:: Material shown

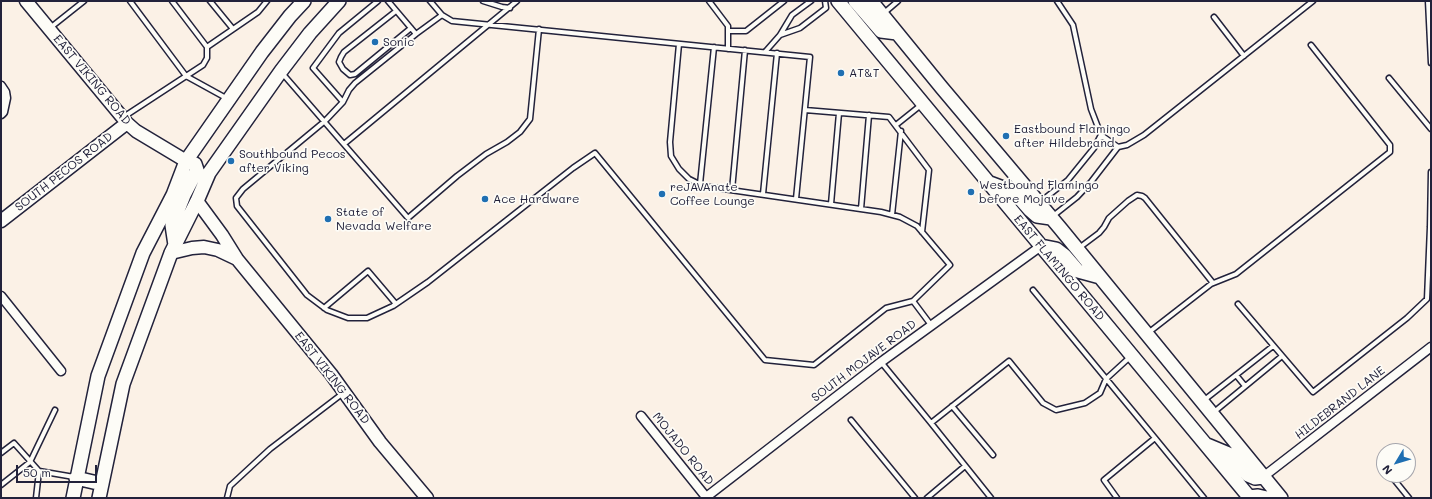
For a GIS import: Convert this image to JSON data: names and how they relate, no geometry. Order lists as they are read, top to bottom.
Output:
{
  "streets": {
    "main road": ["EAST FLAMINGO ROAD"],
    "street": [
      "EAST VIKING ROAD",
      "SOUTH PECOS ROAD",
      "SOUTH MOJAVE ROAD",
      "HILDEBRAND LANE",
      "MOJADO ROAD"
    ]
  },
  "crossings": [
    ["EAST VIKING ROAD", "SOUTH PECOS ROAD"],
    ["EAST FLAMINGO ROAD", "SOUTH MOJAVE ROAD"],
    ["EAST FLAMINGO ROAD", "HILDEBRAND LANE"],
    ["SOUTH MOJAVE ROAD", "MOJADO ROAD"]
  ],
  "places": [
    "Sonic",
    "AT&T",
    "Eastbound Flamingo after Hildebrand",
    "Southbound Pecos after Viking",
    "Westbound Flamingo before Mojave",
    "reJAVAnate Coffee Lounge",
    "Ace Hardware",
    "State of Nevada Welfare"
  ],
  "scale_bar": "50 m",
  "north": "bottom left"
}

::::

**Work to complete:** Give back the full listing verbatim, skipping each picture.

**Output below:**
For a GIS import: Convert this image to JSON data: names and how they relate, no geometry. Order lists as they are read, top to bottom.
Output:
{
  "streets": {
    "main road": ["EAST FLAMINGO ROAD"],
    "street": [
      "EAST VIKING ROAD",
      "SOUTH PECOS ROAD",
      "SOUTH MOJAVE ROAD",
      "HILDEBRAND LANE",
      "MOJADO ROAD"
    ]
  },
  "crossings": [
    ["EAST VIKING ROAD", "SOUTH PECOS ROAD"],
    ["EAST FLAMINGO ROAD", "SOUTH MOJAVE ROAD"],
    ["EAST FLAMINGO ROAD", "HILDEBRAND LANE"],
    ["SOUTH MOJAVE ROAD", "MOJADO ROAD"]
  ],
  "places": [
    "Sonic",
    "AT&T",
    "Eastbound Flamingo after Hildebrand",
    "Southbound Pecos after Viking",
    "Westbound Flamingo before Mojave",
    "reJAVAnate Coffee Lounge",
    "Ace Hardware",
    "State of Nevada Welfare"
  ],
  "scale_bar": "50 m",
  "north": "bottom left"
}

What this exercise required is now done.